Given the material below, output exactly the lines from the line with "For a GIS import: Build" to the line with "Read the picture", both ends included, and no other lines.

....

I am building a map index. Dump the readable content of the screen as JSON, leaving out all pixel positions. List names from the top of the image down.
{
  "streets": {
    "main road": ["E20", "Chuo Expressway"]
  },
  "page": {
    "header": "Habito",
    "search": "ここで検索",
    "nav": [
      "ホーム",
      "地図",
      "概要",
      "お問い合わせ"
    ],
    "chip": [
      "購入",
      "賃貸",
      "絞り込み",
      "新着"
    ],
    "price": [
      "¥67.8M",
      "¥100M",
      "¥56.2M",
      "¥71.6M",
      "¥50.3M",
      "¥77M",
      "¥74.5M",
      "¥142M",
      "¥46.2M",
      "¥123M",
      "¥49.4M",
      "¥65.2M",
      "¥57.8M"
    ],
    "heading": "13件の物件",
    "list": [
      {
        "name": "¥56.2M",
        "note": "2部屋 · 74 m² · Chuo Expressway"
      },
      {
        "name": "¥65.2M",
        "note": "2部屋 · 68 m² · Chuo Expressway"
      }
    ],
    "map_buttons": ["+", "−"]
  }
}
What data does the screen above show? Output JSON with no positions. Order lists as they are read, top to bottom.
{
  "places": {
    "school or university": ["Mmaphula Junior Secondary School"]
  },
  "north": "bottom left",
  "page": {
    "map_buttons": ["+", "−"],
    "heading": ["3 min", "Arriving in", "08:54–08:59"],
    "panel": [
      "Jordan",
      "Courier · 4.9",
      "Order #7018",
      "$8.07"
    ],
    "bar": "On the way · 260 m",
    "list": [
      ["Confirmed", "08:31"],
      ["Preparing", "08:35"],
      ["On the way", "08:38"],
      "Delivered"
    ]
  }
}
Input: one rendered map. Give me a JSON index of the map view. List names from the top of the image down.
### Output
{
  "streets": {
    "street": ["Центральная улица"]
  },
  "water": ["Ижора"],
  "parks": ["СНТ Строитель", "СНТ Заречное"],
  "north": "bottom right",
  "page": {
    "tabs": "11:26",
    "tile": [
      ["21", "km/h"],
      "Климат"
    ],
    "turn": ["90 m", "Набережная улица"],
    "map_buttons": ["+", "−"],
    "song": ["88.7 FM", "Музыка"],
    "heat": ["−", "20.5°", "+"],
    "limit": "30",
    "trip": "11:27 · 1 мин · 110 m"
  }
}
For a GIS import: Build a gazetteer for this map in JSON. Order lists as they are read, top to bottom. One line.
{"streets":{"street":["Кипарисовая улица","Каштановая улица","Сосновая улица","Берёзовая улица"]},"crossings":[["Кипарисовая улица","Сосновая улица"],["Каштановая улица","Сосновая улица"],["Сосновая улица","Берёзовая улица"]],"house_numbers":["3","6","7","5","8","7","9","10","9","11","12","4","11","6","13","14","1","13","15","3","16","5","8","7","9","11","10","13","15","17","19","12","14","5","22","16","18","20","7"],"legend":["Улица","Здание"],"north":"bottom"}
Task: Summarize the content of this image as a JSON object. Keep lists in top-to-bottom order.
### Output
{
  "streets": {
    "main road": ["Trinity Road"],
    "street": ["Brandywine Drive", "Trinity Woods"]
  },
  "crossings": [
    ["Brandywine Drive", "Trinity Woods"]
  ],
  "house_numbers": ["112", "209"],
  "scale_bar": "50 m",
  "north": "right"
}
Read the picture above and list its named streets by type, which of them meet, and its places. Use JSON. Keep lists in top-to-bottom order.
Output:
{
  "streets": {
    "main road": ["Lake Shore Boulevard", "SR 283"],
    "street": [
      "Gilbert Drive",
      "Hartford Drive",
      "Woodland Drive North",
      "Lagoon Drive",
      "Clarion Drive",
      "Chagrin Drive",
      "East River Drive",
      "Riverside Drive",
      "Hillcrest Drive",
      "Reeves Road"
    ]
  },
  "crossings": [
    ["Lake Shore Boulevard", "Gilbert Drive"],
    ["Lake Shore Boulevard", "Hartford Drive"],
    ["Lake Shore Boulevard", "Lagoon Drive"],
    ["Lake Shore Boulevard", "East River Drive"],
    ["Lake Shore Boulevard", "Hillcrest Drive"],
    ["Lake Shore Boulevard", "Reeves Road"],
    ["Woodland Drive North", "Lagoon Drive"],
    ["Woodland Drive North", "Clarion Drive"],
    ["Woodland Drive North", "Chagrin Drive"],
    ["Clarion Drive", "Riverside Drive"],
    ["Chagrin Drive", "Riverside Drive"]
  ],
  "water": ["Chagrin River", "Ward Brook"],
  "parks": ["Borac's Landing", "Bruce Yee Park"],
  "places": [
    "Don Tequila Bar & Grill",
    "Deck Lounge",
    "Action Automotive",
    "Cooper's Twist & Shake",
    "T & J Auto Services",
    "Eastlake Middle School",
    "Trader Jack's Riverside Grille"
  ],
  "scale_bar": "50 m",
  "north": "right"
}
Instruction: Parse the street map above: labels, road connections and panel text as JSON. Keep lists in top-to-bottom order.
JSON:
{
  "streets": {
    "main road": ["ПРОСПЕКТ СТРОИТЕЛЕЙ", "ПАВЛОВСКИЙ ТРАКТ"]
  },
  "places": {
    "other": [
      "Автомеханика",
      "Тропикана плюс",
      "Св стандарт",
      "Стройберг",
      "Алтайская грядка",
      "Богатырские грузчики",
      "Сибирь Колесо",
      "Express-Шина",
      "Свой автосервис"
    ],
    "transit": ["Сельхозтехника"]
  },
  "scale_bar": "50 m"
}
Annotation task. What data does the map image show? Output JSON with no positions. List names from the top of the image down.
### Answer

....

Response for this exercise —
For a GIS import: Build a gazetteer for this map in JSON. Order lists as they are read, top to bottom. One line.
{"streets":{"street":["Кипарисовая улица","Каштановая улица","Сосновая улица","Берёзовая улица"]},"crossings":[["Кипарисовая улица","Сосновая улица"],["Каштановая улица","Сосновая улица"],["Сосновая улица","Берёзовая улица"]],"house_numbers":["3","6","7","5","8","7","9","10","9","11","12","4","11","6","13","14","1","13","15","3","16","5","8","7","9","11","10","13","15","17","19","12","14","5","22","16","18","20","7"],"legend":["Улица","Здание"],"north":"bottom"}
Task: Summarize the content of this image as a JSON object. Keep lists in top-to-bottom order.
### Output
{
  "streets": {
    "main road": ["Trinity Road"],
    "street": ["Brandywine Drive", "Trinity Woods"]
  },
  "crossings": [
    ["Brandywine Drive", "Trinity Woods"]
  ],
  "house_numbers": ["112", "209"],
  "scale_bar": "50 m",
  "north": "right"
}
Read the picture above and list its named streets by type, which of them meet, and its places. Use JSON. Keep lists in top-to-bottom order.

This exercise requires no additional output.